The first song on this album, Repent, growls with a trembling electric guitar straight out of the desert. The singer atones for his sins: his mobile phone and four wheel drive, the iPod racket and that big pay packet. The fat days are over. The time has come to face the reality of a new world order where the majority world calls the shots.
Two potent cover songs are included: Neil Young's Ohio, pure protest, angry and urgent, here featuring twanging acoustic guitars and banjo; and the classic Paul Kelly/Kev Carmody land rights narrative From little things big things grow, transformed from a folksy waltz into thumping r'n'b meets Persian percussion. Wicked!
An evocative instrumental The Hornet of Osama combines pedal steel, trumpet and swooping middle eastern strings. Monoculture celebrates real and imagined micro subcultures: “this must mean something to someone somewhere”. Tourist begins as Senegambian jazz before changing gear for a mbalax-style horn-driven second part.

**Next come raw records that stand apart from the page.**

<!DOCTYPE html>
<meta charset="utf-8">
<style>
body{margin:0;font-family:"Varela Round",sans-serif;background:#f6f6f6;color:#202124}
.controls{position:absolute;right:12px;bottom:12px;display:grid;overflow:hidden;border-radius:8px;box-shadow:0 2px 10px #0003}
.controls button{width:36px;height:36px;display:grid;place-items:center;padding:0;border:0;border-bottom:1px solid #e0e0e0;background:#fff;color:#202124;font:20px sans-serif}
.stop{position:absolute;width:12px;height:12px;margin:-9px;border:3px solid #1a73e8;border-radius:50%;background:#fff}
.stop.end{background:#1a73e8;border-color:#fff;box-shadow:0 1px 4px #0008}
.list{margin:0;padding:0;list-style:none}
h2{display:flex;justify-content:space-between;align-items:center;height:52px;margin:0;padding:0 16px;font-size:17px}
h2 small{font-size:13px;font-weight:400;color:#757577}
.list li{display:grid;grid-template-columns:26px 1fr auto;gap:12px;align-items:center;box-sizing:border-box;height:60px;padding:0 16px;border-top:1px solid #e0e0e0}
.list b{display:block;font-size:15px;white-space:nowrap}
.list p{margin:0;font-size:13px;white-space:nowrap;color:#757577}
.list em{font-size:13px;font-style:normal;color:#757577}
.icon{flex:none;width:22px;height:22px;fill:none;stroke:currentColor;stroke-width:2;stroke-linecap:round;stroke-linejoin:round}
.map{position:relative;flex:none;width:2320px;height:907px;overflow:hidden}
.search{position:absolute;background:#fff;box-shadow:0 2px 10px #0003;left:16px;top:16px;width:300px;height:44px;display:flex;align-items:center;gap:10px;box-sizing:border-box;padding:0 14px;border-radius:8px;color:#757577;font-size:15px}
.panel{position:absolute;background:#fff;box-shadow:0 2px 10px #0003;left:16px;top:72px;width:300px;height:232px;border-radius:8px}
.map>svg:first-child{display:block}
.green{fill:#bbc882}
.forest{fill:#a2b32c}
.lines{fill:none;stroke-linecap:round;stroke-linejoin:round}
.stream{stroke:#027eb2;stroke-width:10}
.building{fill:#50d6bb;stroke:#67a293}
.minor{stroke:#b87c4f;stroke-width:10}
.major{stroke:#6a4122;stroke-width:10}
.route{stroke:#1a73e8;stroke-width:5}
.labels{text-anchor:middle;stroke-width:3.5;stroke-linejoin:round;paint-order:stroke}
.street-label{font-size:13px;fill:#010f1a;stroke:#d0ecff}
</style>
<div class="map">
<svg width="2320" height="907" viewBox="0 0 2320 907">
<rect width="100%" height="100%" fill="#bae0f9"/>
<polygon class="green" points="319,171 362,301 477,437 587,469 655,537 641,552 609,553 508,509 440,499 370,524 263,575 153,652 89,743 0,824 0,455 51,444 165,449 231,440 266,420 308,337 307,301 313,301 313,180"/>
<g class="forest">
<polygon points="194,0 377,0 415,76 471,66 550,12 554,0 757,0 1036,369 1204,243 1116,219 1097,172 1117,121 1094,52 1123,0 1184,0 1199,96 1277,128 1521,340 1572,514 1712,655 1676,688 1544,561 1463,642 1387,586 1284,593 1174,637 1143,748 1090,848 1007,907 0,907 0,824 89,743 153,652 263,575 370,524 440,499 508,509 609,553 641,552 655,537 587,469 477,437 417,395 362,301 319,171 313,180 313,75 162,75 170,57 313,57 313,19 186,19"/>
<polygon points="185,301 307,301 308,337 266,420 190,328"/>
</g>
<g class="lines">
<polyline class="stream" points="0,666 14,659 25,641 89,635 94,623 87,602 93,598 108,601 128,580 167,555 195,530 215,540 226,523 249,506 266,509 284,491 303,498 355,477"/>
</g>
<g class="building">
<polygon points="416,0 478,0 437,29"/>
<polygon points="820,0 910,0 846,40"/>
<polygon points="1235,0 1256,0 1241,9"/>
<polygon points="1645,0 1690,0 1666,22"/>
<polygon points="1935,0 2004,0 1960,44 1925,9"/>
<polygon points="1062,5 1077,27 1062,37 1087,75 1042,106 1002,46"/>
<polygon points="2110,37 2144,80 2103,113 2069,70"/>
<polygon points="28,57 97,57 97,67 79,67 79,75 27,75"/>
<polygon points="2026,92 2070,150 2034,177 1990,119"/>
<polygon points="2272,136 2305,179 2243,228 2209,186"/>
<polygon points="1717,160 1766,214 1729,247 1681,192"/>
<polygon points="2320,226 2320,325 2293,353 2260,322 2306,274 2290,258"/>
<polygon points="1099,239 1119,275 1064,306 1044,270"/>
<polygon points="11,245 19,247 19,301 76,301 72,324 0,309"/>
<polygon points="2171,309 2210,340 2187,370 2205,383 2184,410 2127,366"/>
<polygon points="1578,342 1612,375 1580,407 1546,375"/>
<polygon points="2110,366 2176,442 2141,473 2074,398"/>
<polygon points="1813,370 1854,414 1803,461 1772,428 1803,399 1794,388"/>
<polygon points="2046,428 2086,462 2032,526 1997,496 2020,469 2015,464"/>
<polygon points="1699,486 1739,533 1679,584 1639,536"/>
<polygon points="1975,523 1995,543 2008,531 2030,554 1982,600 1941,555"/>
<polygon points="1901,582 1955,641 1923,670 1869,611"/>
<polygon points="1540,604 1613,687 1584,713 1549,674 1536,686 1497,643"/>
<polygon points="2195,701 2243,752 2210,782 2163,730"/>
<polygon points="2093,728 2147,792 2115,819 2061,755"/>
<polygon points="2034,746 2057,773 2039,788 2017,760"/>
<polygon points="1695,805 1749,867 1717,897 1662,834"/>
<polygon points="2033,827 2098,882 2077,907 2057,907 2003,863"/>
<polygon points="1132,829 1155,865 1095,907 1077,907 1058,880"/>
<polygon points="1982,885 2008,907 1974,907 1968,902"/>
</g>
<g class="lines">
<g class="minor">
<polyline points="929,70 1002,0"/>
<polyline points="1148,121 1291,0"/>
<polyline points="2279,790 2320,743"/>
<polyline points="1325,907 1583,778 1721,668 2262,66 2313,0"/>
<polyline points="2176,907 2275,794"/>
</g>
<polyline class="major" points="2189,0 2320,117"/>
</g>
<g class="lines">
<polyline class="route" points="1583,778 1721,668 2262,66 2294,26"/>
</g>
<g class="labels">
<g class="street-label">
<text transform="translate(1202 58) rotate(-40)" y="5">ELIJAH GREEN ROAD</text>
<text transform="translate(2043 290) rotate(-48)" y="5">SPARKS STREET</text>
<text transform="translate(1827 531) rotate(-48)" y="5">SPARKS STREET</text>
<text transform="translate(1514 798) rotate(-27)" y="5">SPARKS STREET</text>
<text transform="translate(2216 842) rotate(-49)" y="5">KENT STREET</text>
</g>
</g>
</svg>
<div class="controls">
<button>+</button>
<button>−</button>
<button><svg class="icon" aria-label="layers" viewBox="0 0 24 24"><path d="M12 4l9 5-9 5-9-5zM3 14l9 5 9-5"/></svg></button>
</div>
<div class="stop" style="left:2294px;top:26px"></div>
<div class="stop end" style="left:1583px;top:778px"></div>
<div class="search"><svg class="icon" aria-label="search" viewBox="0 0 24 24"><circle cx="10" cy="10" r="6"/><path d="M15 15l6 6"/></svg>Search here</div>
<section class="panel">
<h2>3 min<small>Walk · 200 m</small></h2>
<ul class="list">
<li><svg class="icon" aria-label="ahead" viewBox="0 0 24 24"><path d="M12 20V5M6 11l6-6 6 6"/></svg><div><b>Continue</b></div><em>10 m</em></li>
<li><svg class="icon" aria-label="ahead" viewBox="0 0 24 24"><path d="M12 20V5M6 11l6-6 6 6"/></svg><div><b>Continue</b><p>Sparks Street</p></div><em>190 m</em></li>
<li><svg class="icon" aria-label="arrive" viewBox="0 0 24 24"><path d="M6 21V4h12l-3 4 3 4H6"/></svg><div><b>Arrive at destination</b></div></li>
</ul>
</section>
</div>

The band's characteristic interplay of two or more strongly melodic guitars is augmented by banjo, bottleneck slide, dulcimer, pedal steel and sparse horn parts. Frequently drumkit is bypassed in favour of smaller percussion such as bongos and doumbek.
The songwriters, John Laidler and Bernhard Huber won a 2006 Australian Songwriting Association award in the Folk/Acoustic category for the song Unwashed from the Okapi Guitars' CD Blue Kigara, available from CDBaby.